NovelToon NovelToon
Terjerat Hasrat Sang Psikopat

Terjerat Hasrat Sang Psikopat

Status: sedang berlangsung
Genre:Balas Dendam / Konflik etika / Cinta Paksa / Psikopat itu cintaku
Popularitas:3.7k
Nilai: 5
Nama Author: Ira Adinata

Kehidupan Hana baik-baik saja sampai pria bernama Yudis datang menawarkan cinta untuknya. Hana menjadi sering gelisah setelah satu per satu orang terdekatnya dihabisi jika keinginan pemuda berdarah Bali-Italia itu tidak dituruti. Mampukah Hana lolos dari kekejaman obsesi Yudis? Ataukah justru pasrah menerima nasib buruknya?

Karya ini diterbitkan atas izin NovelToon Ira Adinata, isi konten hanyalah pandangan pribadi pembuatnya, tidak mewakili NovelToon sendiri

Aroma Kenangan

Hana kembali lagi ke kediaman Bu Laras keesokan harinya. Wajahnya berseri-seri tatkala menginjakkan kaki ke rumah mewah itu.
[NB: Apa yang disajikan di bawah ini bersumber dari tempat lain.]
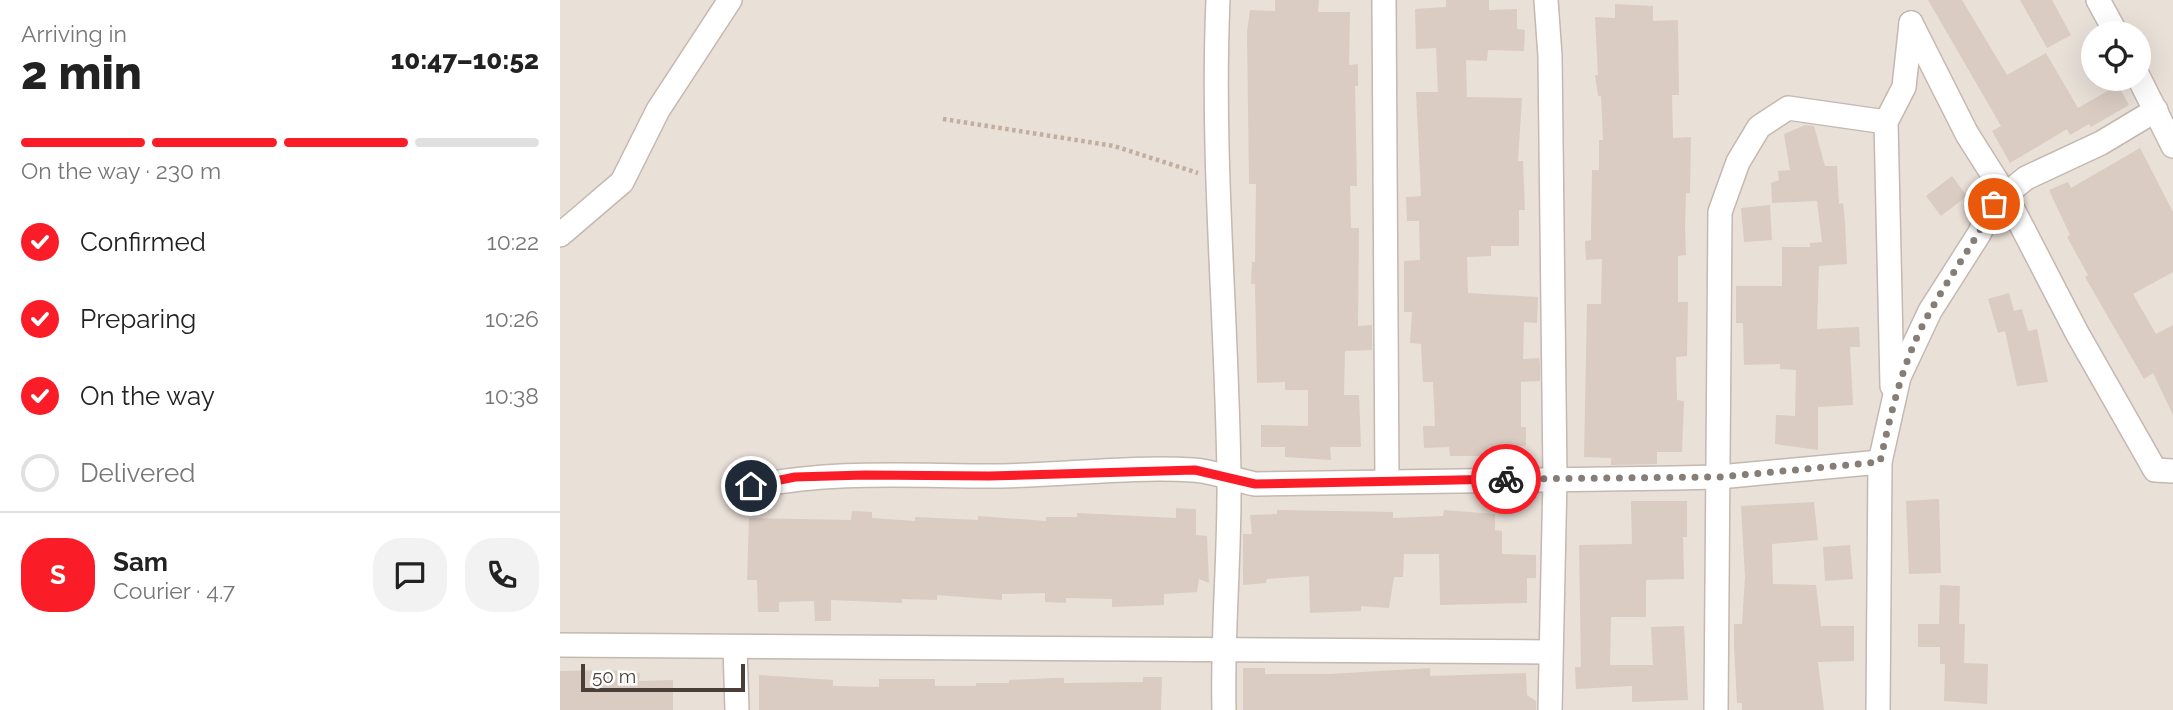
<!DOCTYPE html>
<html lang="en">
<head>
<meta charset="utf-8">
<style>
	body { margin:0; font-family:Raleway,sans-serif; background:#f2f2f2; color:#222; height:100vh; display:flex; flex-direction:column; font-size:26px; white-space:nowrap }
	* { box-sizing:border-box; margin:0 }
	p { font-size:23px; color:#767676 }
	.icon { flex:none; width:38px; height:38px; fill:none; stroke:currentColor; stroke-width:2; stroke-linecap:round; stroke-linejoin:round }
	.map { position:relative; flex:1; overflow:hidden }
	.panel { display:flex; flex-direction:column; background:#fff; width:560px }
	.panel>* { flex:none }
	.tools { position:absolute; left:1521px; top:21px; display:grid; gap:14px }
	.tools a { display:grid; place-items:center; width:70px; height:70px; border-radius:50%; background:#fff; box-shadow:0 7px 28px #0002; font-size:35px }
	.scale { position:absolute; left:21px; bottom:18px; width:164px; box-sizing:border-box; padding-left:7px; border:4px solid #493f38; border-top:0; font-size:19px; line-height:24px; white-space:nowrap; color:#493f38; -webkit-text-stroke:5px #fff; paint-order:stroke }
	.pin { position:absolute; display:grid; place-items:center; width:60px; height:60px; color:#fff; margin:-30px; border:4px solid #fff; border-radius:50%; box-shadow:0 2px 7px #0007 }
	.courier { position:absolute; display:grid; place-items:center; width:70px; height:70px; margin:-35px; border:5px solid #fa1c26; border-radius:50%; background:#fff; color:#222; box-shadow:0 2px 9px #0007 }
	.head em { font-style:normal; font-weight:800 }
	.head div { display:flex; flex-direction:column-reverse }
	.head { display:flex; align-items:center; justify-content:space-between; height:119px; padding:0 21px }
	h1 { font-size:46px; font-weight:800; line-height:52px }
	.bar { display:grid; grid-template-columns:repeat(4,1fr); gap:10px 7px; align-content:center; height:84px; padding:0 21px }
	.bar i { height:9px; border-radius:5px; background:#e0e0e0 }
	.bar .selected { background:#fa1c26 }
	.bar p { grid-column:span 4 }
	.line { display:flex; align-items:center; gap:18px; padding:0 21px; border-top:2px solid #e0e0e0 }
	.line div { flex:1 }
	.round { display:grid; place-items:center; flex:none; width:74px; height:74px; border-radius:28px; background:#f2f2f2 }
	ol { padding:0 21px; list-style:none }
	li { display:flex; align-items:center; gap:21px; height:77px }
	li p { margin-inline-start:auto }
	li .icon { padding:7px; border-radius:50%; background:#fa1c26; color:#fff; stroke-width:4 }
	li:last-child { color:#767676 }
	li i { width:38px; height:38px; border:4px solid #e0e0e0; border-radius:50% }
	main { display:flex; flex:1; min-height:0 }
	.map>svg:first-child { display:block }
</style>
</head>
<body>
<main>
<section class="panel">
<div class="head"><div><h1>2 min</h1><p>Arriving in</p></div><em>10:47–10:52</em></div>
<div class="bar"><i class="selected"></i><i class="selected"></i><i class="selected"></i><i></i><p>On the way · 230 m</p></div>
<ol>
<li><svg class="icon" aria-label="check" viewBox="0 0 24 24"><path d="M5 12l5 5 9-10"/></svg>Confirmed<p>10:22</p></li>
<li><svg class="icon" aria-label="check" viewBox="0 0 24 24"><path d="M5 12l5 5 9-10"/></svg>Preparing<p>10:26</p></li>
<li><svg class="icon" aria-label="check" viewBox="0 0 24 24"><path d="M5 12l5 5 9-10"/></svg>On the way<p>10:38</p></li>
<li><i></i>Delivered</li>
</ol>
<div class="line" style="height:126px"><b class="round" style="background:#fa1c26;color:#fff">S</b><div><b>Sam</b><p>Courier · 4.7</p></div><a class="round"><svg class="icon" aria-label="chat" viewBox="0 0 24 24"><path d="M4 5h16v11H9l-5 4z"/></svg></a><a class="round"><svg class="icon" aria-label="phone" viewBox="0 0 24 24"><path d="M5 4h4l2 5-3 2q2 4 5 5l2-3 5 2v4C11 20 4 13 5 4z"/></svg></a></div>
</section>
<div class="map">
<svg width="1613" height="710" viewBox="0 0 1613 710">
	<rect width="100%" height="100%" fill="#f5f0ea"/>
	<path fill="#e9e0d8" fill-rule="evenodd" d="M 0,0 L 1613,0 L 1613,710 L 0,710 ZM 1533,33 L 1578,33 L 1578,79 L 1533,79 Z"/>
	<g fill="#daccc2">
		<path d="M 715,0 L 759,0 L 758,12 L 790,12 L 789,65 L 798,64 L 798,86 L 795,86 L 797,186 L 790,186 L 791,228 L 799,228 L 798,326 L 812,325 L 812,350 L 785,351 L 784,395 L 799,395 L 801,447 L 770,447 L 771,460 L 725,457 L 725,447 L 701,447 L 701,425 L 748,426 L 748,390 L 725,390 L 725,382 L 697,383 L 695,284 L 691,284 L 692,262 L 695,262 L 696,184 L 689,184 L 687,32 L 690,10 L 715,11 Z"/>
		<path d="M 886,0 L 929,0 L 929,10 L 957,9 L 957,29 L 965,30 L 964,51 L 928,50 L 927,61 L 906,60 L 907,97 L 962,98 L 958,161 L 963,161 L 965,210 L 959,210 L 959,246 L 931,246 L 931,256 L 907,257 L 908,293 L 978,297 L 977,323 L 964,322 L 963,359 L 979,358 L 980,365 L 980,381 L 961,382 L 961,427 L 966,427 L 966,446 L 937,446 L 937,456 L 890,456 L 889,447 L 864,448 L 863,426 L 875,426 L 873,382 L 863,382 L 861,344 L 850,343 L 852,312 L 844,312 L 844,261 L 860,260 L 859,221 L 847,221 L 846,197 L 861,196 L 856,92 L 878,92 L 876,48 L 856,49 L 855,9 L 886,7 Z"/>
		<path d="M 1368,0 L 1402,0 L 1447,75 L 1486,53 L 1518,108 L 1558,85 L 1569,105 L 1531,127 L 1529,124 L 1510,135 L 1507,129 L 1450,163 L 1432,131 L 1441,126 Z"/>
		<path d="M 1460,0 L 1492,0 L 1511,35 L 1487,48 Z"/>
		<path d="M 1055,4 L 1093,6 L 1093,21 L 1118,20 L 1119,95 L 1112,95 L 1113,138 L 1131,137 L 1130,193 L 1126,193 L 1125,226 L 1126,255 L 1118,256 L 1118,302 L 1128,302 L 1127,356 L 1116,357 L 1117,400 L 1124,401 L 1122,452 L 1097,452 L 1097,464 L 1051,465 L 1051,458 L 1024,457 L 1027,304 L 1041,304 L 1042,259 L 1026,260 L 1025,241 L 1031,240 L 1032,170 L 1039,170 L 1039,140 L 1043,140 L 1041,96 L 1038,96 L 1035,75 L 1038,75 L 1035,17 L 1055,18 Z"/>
		<path d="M 1245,125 L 1254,126 L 1265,166 L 1277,166 L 1279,204 L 1283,203 L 1285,222 L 1287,264 L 1259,266 L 1257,329 L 1299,327 L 1300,347 L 1290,347 L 1293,405 L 1258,407 L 1258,450 L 1215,444 L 1216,415 L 1235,416 L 1236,370 L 1220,369 L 1220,364 L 1184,365 L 1183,323 L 1176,323 L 1176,286 L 1222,286 L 1222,247 L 1250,247 L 1250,243 L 1262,242 L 1257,201 L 1212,203 L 1211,183 L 1219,180 L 1218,171 L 1230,170 L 1224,134 Z"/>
		<path d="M 1580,148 L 1613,212 L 1613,272 L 1573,294 L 1596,334 L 1613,325 L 1613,415 L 1593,373 L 1584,379 L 1525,277 L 1528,275 L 1507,237 L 1510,235 L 1489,190 L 1508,182 L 1511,188 Z"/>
		<path d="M 1392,176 L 1407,196 L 1381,216 L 1366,196 Z"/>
		<path d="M 1210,205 L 1212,240 L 1184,242 L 1181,208 Z"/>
		<path d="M 1449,293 L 1454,311 L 1462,309 L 1468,331 L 1477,329 L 1488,382 L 1457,386 L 1445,331 L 1438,333 L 1428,299 Z"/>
		<path d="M 1379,499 L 1381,573 L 1349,574 L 1346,501 Z"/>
		<path d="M 1071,501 L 1127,501 L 1127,537 L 1123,537 L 1124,579 L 1086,580 L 1086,617 L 1051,617 L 1050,665 L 1093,665 L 1091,627 L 1124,626 L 1128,700 L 1072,702 L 1072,686 L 1016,689 L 1015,667 L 1021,667 L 1019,545 L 1072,544 Z"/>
		<path d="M 1254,502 L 1258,540 L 1212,544 L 1213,584 L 1256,585 L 1261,626 L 1294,626 L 1294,661 L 1258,662 L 1264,710 L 1182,710 L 1182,703 L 1177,703 L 1174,646 L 1174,624 L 1182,624 L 1185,577 L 1181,506 Z"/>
		<path d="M 616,508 L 636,509 L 636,535 L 647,536 L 649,583 L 639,579 L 637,592 L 604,594 L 604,605 L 552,607 L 552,599 L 506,598 L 506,603 L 485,602 L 485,593 L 442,594 L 442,600 L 377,595 L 377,600 L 342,599 L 342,603 L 271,600 L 271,621 L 255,621 L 254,601 L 219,602 L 219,612 L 198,612 L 197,580 L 187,580 L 189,518 L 291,520 L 292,511 L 312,512 L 312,518 L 355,521 L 355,517 L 418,520 L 418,516 L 486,521 L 486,517 L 517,517 L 517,513 L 616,518 Z"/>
		<path d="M 717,510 L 833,512 L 833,518 L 883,516 L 884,510 L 935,514 L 935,530 L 942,531 L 942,554 L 976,555 L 976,578 L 967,578 L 967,603 L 880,605 L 879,554 L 844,554 L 843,577 L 834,577 L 829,608 L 801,606 L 801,611 L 750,613 L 749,576 L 707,579 L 706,583 L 683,585 L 683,534 L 692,534 L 690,515 L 717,514 Z"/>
		<path d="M 1290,545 L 1293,579 L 1265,581 L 1263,547 Z"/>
		<path d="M 1380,585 L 1400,586 L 1399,624 L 1405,624 L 1404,663 L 1428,664 L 1427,704 L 1384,701 L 1385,664 L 1380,664 L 1380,647 L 1358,647 L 1358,624 L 1379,624 Z"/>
		<path d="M 683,668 L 705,668 L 705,674 L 769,674 L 870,668 L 870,676 L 966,673 L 967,695 L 976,701 L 976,710 L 683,710 Z"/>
		<path d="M 47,670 L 80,673 L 79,681 L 113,680 L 113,710 L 0,710 L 0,671 Z"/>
		<path d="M 199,675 L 273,680 L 273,686 L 319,687 L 319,679 L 375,679 L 375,686 L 416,686 L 416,683 L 449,683 L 449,680 L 494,678 L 504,678 L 504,683 L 583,682 L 583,677 L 602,677 L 601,710 L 199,710 Z"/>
	</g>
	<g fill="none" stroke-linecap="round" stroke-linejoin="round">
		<defs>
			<g id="street">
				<path d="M 658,0 C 651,159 667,318 669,477 C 670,555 662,632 664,710"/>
				<path d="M 824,0 L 827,481"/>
				<path d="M 986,0 L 990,56 L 995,478 L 990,710"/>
				<path d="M 1538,0 L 1556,33"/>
				<path d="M 1351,23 L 1407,134 L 1445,194 L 1517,333 L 1595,470 L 1613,471"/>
				<path d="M 1578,76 L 1613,146"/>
				<path d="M 0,235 L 62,182 L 98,110 L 170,0"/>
				<path d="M 1332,386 L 1326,122 L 1344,87 L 1351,23"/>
				<path d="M 191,487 C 271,470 350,476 430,476 C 496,476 569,466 633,470 C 653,471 675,480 695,484 L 1114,478 L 1159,477 L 1320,462"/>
				<path d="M 0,645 L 989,652"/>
				<path d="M 175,647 L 177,710"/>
				<path d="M 1156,710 L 1160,212 L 1178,162 L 1199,127 L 1228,108 L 1326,122"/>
				<path d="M 1318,710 L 1320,462 L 1339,377 L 1370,311 L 1419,234 L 1434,204 L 1466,178 L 1541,143 L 1596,110"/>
			</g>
		</defs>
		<use href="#street" stroke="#c4b8af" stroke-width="26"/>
		<path stroke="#c3ae9e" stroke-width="4.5" stroke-dasharray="3.5 3.5" stroke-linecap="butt" d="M 383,119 L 554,146 L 638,173"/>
		<use href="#street" stroke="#fff" stroke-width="23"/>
	</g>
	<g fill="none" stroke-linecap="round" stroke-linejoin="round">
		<path stroke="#857d76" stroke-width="7" stroke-dasharray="0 12.6" d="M 946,479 L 1159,477 L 1320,462 C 1332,409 1343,358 1371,310 C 1391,274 1416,241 1434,204"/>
		<path stroke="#fa1c26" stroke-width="9" d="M 191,486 L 235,477 L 305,475 L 429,476 L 635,470 L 695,484 L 946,479"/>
	</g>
</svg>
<div class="tools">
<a><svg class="icon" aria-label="locate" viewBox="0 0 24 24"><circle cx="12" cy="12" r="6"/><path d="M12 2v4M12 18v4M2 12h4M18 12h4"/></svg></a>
</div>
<div class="scale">50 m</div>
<div class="pin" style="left:1434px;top:204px;background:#ea580c"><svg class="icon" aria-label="bag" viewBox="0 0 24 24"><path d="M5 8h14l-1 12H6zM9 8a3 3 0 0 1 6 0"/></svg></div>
<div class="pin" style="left:191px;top:486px;background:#1f2937"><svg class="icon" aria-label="home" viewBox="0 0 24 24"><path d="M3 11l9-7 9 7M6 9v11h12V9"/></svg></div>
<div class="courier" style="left:946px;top:479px"><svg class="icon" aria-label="bike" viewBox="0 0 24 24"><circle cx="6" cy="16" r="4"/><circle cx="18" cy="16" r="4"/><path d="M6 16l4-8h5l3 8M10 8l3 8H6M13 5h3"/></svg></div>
</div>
</main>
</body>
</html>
Sebelum mengerjakan tugasnya sebagai asisten rumah tangga, gadis itu diperlihatkan beberapa ruangan oleh Bu Laras. Mata Hana tak henti-hentinya terkesima melihat berbagai barang mewah, mulai dari furnitur sampai berbagai hiasan seperti guci antik dan vas bunga dengan desain menarik.

Ketika sampai di lantai dua, Bu Laras menunjukkan berbagai jenis bahan parfum yang akan diracik sebelum diedarkan ke tokonya yang tersebar di banyak daerah.

"Nah, khusus ruangan ini, kamu cukup bersihkan debu di mejanya. Kalaupun harus dirapikan dan disusun ulang, itu cuma atas perintah dari saya langsung. Mengerti?" terang Bu Laras.

"Mengerti, Bu," sahut Hana, mengangguk cepat.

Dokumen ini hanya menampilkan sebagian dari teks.